実は今、外食産業に異変が起きている。市場調査会社によると、朝食市場は右肩上がりで5300億円を突破し、過去最高を更新した。

16日発表された2025年10月から12月のGDPでは個人消費が小幅な伸びにとどまり、外食がマイナスとなっている。

ファミレスの低価格メニューがブームを牽引

その中で、専門家は現在を「第四次モーニングブーム」であると分析する。

外食ビジネスアナリスト・三輪大輔さん:
まず一番最初の第一次ブームが1950年代、愛知県のいわゆる喫茶店の定番モーニングから始まりました。第二次は、1980年代になりホテルとファミレスでまたトレンドが起きました。第三次、2010年に「Eggs’n Things」などが上陸して朝食にフォーカスがあたった。(現在は)ファミレス中心に広がっている第四次モーニングブームですね。

東京・中央区、東日本橋にある「Flapjack’s Breakfast and Lunch」も、午前8時過ぎには大勢の客で賑わっていた。

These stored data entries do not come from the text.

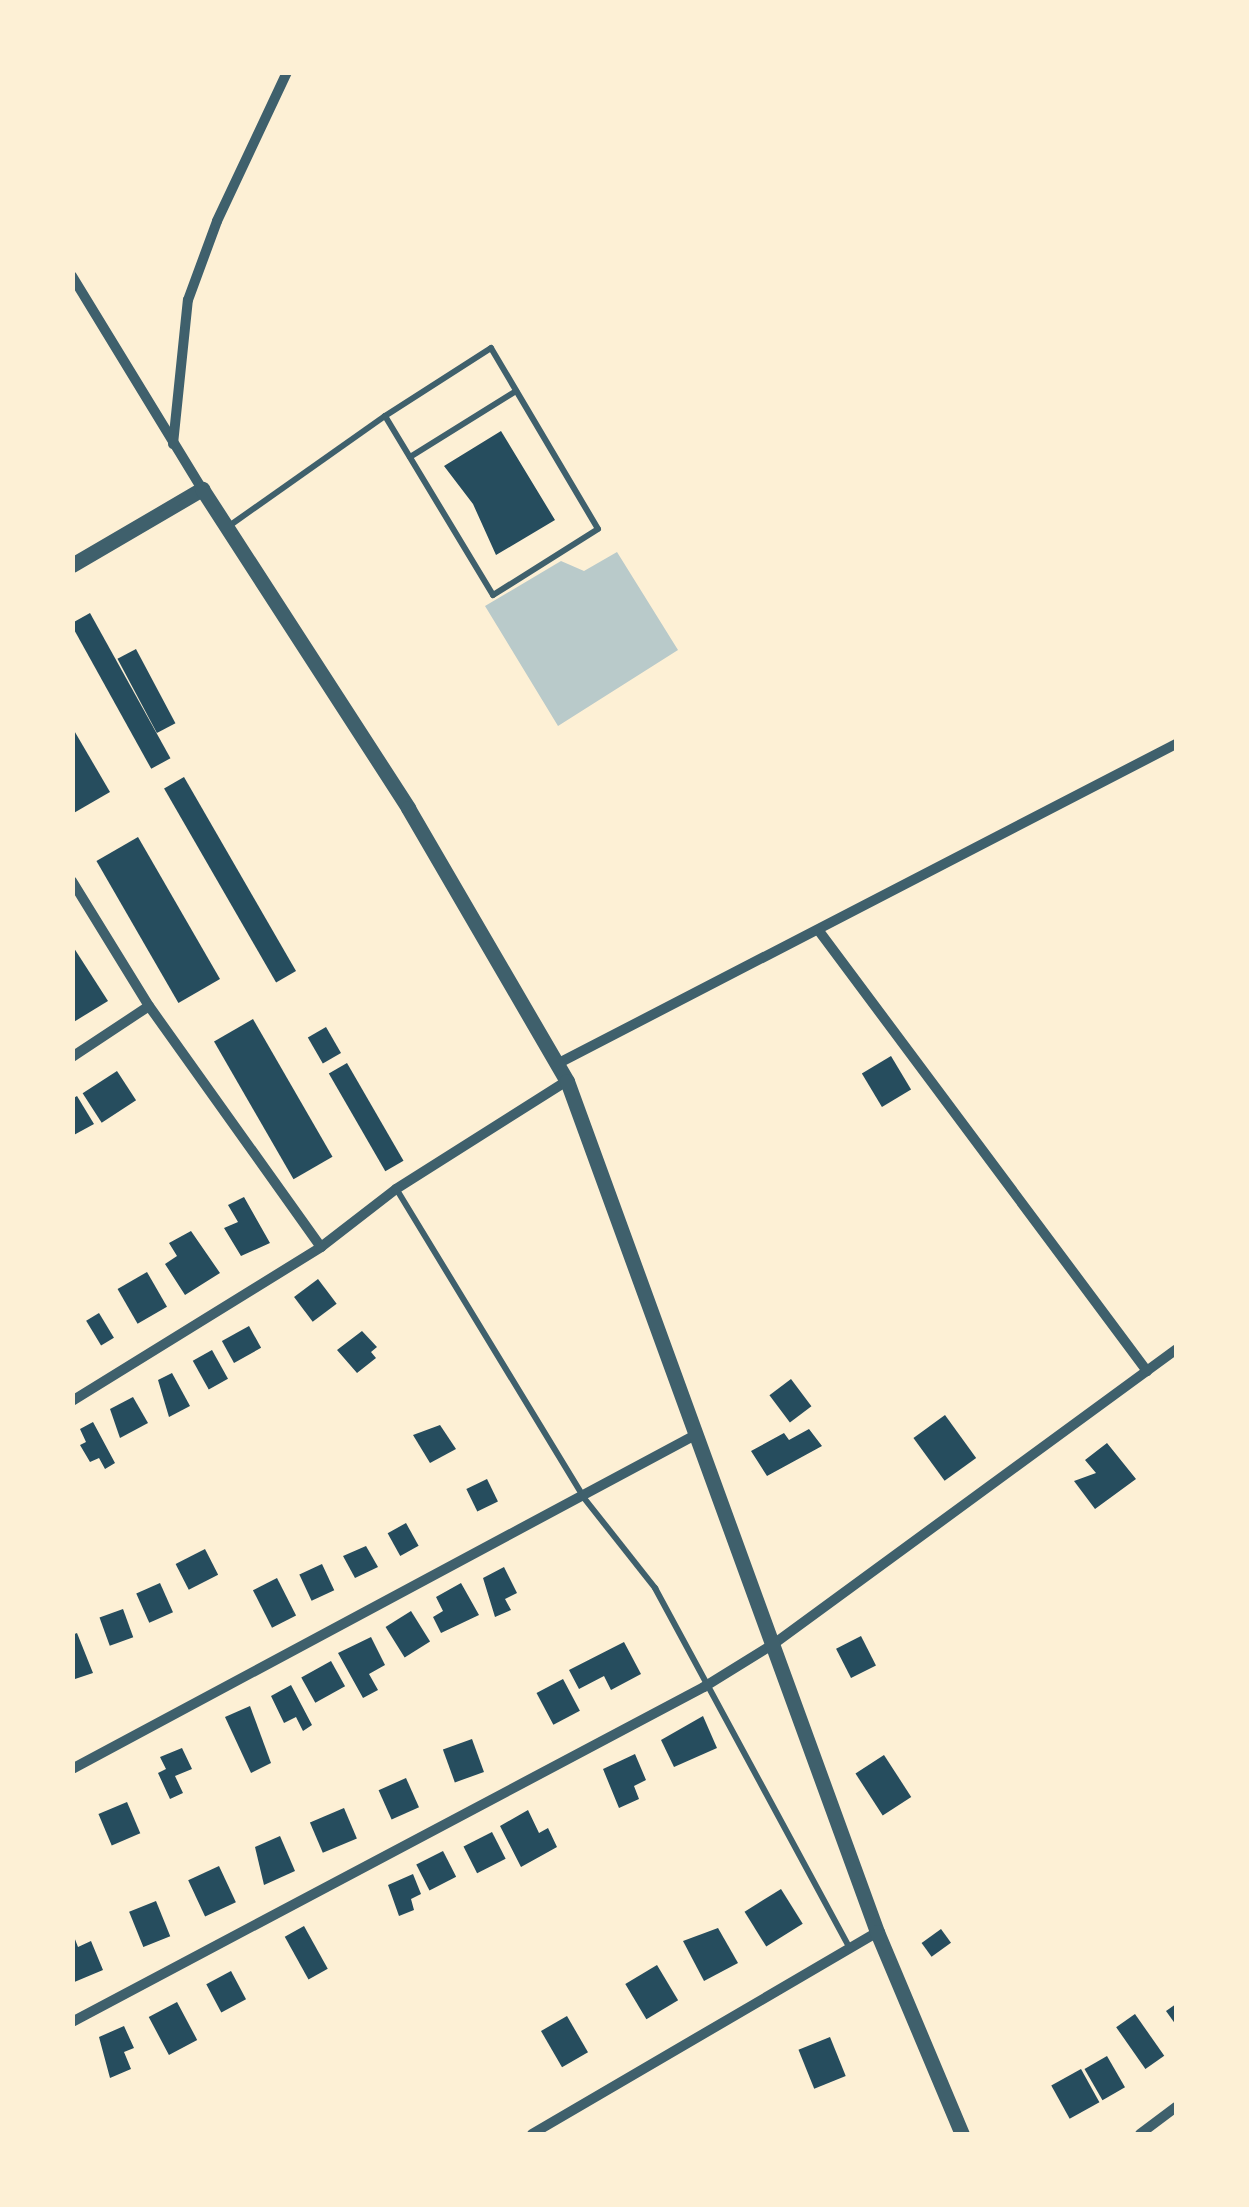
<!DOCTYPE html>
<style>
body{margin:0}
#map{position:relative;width:1249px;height:2207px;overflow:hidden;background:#fdf0d5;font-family:Barlow,sans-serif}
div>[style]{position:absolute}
.green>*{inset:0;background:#b9caca}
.building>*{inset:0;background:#264d5e;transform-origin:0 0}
.service>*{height:6px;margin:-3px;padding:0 3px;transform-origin:3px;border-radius:3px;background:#3f606c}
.minor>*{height:10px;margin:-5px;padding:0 5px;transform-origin:5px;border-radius:5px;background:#3f606c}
.tertiary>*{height:15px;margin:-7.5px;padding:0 7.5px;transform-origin:7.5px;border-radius:7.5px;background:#3f606c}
span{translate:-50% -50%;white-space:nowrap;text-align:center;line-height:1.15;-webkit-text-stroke:9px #fdf0d5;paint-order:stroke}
.frame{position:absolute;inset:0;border:75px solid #fdf0d5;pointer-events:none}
</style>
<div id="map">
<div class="green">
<div style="clip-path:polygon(617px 552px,678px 650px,558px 726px,485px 606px,561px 561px,584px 571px)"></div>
</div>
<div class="building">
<div style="clip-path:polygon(501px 431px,555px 520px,496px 555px,473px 504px,444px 466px)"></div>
<div style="left:90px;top:613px;width:166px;height:22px;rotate:61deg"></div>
<div style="left:136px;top:649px;width:84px;height:21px;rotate:62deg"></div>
<div style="clip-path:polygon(72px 727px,110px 792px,72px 814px)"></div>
<div style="left:184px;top:777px;width:224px;height:23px;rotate:60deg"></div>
<div style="left:138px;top:837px;width:164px;height:48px;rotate:60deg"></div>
<div style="clip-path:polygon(72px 945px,108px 1001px,72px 1023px)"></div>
<div style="left:253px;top:1019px;width:159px;height:45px;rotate:60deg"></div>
<div style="left:326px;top:1027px;width:30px;height:21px;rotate:60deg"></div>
<div style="left:891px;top:1056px;width:39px;height:34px;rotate:59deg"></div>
<div style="left:347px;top:1063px;width:113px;height:21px;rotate:60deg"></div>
<div style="left:117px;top:1071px;width:35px;height:41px;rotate:57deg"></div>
<div style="clip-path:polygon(77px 1096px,94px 1124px,72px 1136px,72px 1099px)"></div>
<div style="clip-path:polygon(244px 1197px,270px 1243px,241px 1256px,224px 1228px,238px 1222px,228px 1205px)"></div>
<div style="clip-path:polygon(191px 1231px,220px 1273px,185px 1295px,165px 1264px,177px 1256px,169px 1243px)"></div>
<div style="left:147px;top:1272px;width:40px;height:34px;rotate:60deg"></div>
<div style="left:318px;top:1279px;width:31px;height:30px;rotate:53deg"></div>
<div style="left:99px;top:1313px;width:29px;height:15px;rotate:59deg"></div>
<div style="left:249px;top:1326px;width:25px;height:31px;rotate:61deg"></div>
<div style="clip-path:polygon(362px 1331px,377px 1347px,371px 1352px,376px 1358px,357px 1373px,337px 1350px)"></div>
<div style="left:212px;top:1350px;width:33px;height:22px;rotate:61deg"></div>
<div style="clip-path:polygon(172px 1373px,190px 1406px,169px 1417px,158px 1380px)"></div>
<div style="left:791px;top:1379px;width:34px;height:27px;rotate:53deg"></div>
<div style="clip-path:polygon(133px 1397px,148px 1423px,120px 1438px,110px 1409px)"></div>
<div style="left:945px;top:1415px;width:53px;height:39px;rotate:54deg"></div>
<div style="clip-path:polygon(93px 1422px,115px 1463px,105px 1469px,99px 1458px,90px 1462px,80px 1445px,86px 1442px,80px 1429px)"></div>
<div style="clip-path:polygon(440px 1425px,456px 1449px,430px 1463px,413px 1435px)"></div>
<div style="clip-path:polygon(809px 1429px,822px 1446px,767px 1476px,751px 1451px,784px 1433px,789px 1440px)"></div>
<div style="clip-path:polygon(1107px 1443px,1136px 1479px,1095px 1509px,1074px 1481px,1096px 1473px,1085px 1460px)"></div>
<div style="left:487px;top:1479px;width:25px;height:23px;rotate:64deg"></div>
<div style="left:406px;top:1523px;width:26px;height:21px;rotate:61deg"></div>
<div style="clip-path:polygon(366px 1546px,378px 1567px,355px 1578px,343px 1556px)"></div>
<div style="left:205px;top:1549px;width:29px;height:33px;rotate:63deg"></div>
<div style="left:322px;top:1564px;width:29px;height:25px;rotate:65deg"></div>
<div style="clip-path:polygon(504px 1567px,517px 1593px,505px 1599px,511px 1610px,495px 1617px,483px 1578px)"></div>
<div style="left:277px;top:1578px;width:42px;height:27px;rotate:63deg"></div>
<div style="left:160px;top:1583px;width:32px;height:26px;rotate:66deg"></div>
<div style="clip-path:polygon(461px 1583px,479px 1615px,441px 1633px,433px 1617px,443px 1611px,436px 1597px)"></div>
<div style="left:123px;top:1609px;width:30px;height:25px;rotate:70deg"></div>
<div style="left:411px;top:1611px;width:36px;height:30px;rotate:58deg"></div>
<div style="clip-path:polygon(77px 1633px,93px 1673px,72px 1680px,72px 1635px)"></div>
<div style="left:861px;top:1636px;width:33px;height:28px;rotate:63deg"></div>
<div style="clip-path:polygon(371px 1637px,385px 1665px,369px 1674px,378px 1690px,363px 1698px,338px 1653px)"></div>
<div style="clip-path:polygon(624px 1642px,641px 1674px,611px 1690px,604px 1676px,579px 1689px,569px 1670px)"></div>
<div style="left:331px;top:1661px;width:29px;height:34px;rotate:61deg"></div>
<div style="left:563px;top:1679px;width:36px;height:30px;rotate:62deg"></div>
<div style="clip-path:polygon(291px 1685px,312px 1725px,303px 1731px,296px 1717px,284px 1723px,271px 1696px)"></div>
<div style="clip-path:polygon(250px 1706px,271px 1763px,251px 1773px,225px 1717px)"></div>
<div style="clip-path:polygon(703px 1716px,717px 1748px,674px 1767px,661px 1740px)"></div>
<div style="left:472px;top:1739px;width:35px;height:31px;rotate:70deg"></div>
<div style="clip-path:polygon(182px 1748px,192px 1769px,175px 1776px,183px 1793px,170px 1799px,158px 1773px,166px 1769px,160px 1757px)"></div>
<div style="clip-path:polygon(635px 1754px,646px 1780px,634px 1786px,639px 1799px,619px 1808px,603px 1769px)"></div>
<div style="left:884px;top:1755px;width:50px;height:34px;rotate:57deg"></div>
<div style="left:406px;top:1778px;width:32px;height:30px;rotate:66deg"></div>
<div style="left:127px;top:1802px;width:34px;height:31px;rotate:67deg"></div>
<div style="left:344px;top:1808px;width:33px;height:37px;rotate:67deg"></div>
<div style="clip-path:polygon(528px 1810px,539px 1833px,548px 1828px,557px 1847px,521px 1867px,500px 1826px)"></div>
<div style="left:492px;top:1832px;width:30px;height:32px;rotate:63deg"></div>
<div style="clip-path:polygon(280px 1836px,295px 1871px,264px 1885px,255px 1847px)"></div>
<div style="left:443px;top:1851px;width:29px;height:30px;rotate:63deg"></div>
<div style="left:219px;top:1866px;width:40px;height:34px;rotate:65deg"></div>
<div style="clip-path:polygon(413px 1874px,421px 1894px,411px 1899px,414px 1910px,399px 1916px,388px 1885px)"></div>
<div style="left:781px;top:1889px;width:41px;height:43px;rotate:58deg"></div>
<div style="left:156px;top:1901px;width:38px;height:29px;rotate:68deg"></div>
<div style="left:304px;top:1926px;width:49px;height:22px;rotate:61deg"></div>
<div style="clip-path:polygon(718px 1928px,738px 1963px,704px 1981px,683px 1941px)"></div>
<div style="left:941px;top:1929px;width:17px;height:24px;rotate:54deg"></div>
<div style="clip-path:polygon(73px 1934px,78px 1947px,91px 1941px,103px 1970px,72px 1983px)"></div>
<div style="left:657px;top:1965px;width:41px;height:37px;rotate:59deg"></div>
<div style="left:231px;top:1971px;width:32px;height:28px;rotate:62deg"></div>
<div style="left:177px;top:2002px;width:43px;height:32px;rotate:62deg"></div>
<div style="clip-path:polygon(1176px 2004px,1176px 2025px,1166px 2011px)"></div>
<div style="left:1135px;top:2014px;width:51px;height:23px;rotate:55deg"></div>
<div style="left:567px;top:2016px;width:42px;height:30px;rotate:60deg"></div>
<div style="clip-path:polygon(124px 2026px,134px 2048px,124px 2052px,131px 2069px,110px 2078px,99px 2037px)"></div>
<div style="left:830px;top:2037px;width:42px;height:34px;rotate:68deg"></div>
<div style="left:1107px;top:2056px;width:36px;height:26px;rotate:60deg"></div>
<div style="left:1081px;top:2069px;width:38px;height:34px;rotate:61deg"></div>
</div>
<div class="service">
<div style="left:410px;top:457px;width:125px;rotate:-31.9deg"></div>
<div style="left:229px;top:526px;width:191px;rotate:-35.2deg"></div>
<div style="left:385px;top:416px;width:126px;rotate:-32.7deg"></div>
<div style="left:491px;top:348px;width:210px;rotate:59.4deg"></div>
<div style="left:598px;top:529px;width:124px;rotate:147.8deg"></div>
<div style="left:493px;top:595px;width:209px;rotate:-121.1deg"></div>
<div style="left:397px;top:1190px;width:360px;rotate:58.7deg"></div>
<div style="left:584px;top:1498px;width:115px;rotate:51.7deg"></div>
<div style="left:655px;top:1588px;width:408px;rotate:61.6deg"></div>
</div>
<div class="minor">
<div style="left:72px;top:276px;width:250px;rotate:58.6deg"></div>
<div style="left:173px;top:444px;width:145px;rotate:-84.1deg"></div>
<div style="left:188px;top:300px;width:84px;rotate:-69.8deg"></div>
<div style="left:217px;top:221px;width:165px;rotate:-64.8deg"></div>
<div style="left:72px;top:881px;width:147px;rotate:58.4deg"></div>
<div style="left:149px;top:1006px;width:296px;rotate:54.5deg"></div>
<div style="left:819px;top:931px;width:549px;rotate:53.3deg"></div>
<div style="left:72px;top:1057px;width:92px;rotate:-33.5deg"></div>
<div style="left:557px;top:1064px;width:697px;rotate:-27.34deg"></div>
<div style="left:72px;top:1401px;width:293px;rotate:-31.7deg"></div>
<div style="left:321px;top:1247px;width:95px;rotate:-37.7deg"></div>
<div style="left:396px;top:1189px;width:202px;rotate:-32.3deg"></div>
<div style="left:72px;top:1769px;width:709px;rotate:-28.19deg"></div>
<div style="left:72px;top:2022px;width:715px;rotate:-27.93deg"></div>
<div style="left:704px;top:1687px;width:84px;rotate:-31.8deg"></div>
<div style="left:775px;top:1643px;width:497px;rotate:-36.2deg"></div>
<div style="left:532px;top:2134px;width:400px;rotate:-30.3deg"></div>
<div style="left:1140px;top:2134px;width:45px;rotate:-36.9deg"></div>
</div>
<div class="tertiary">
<div style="left:72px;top:565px;width:151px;rotate:-30.3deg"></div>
<div style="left:202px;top:489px;width:380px;rotate:57.1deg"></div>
<div style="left:408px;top:808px;width:316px;rotate:59.8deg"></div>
<div style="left:567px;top:1081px;width:906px;rotate:69.98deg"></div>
<div style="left:877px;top:1932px;width:219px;rotate:67.2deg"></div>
</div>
<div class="frame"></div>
</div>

鉄板で焼かれているのは、目玉焼きにカリカリのベーコンだ。ふわふわのパンケーキに添えて、一番人気の「ランバージャック」の出来上がりだ。

取材班:
メープルシロップの甘さとベーコンの塩味。絶妙なバランスで、すごくおいしいです。

外国人観光客:
フィリピンから来ました。パーフェクト、GOOD!

外国人観光客(ハワイから):
本当においしいよ。とても新鮮。特に卵が。日本の卵が好きなんだ。

物価高の中で起きている第四次モーニングブームを巻き起こしているのは、ファミレスだという。

外食ビジネスアナリスト・三輪大輔さん:
1つ大きい流れとして「第四次モーニングブーム」と言うときに注目しているのが「朝サイゼ」です。(サイゼリヤは)朝食が300円から食べられて、しかもドリンクバーが付いている。物価高によって、家で作るよりも外食で済ませた方が安いという「逆転現象」が起きている。

「タイパ」や「コスパ」を重要視する今の流れが、第四次モーニングブームを後押ししているという。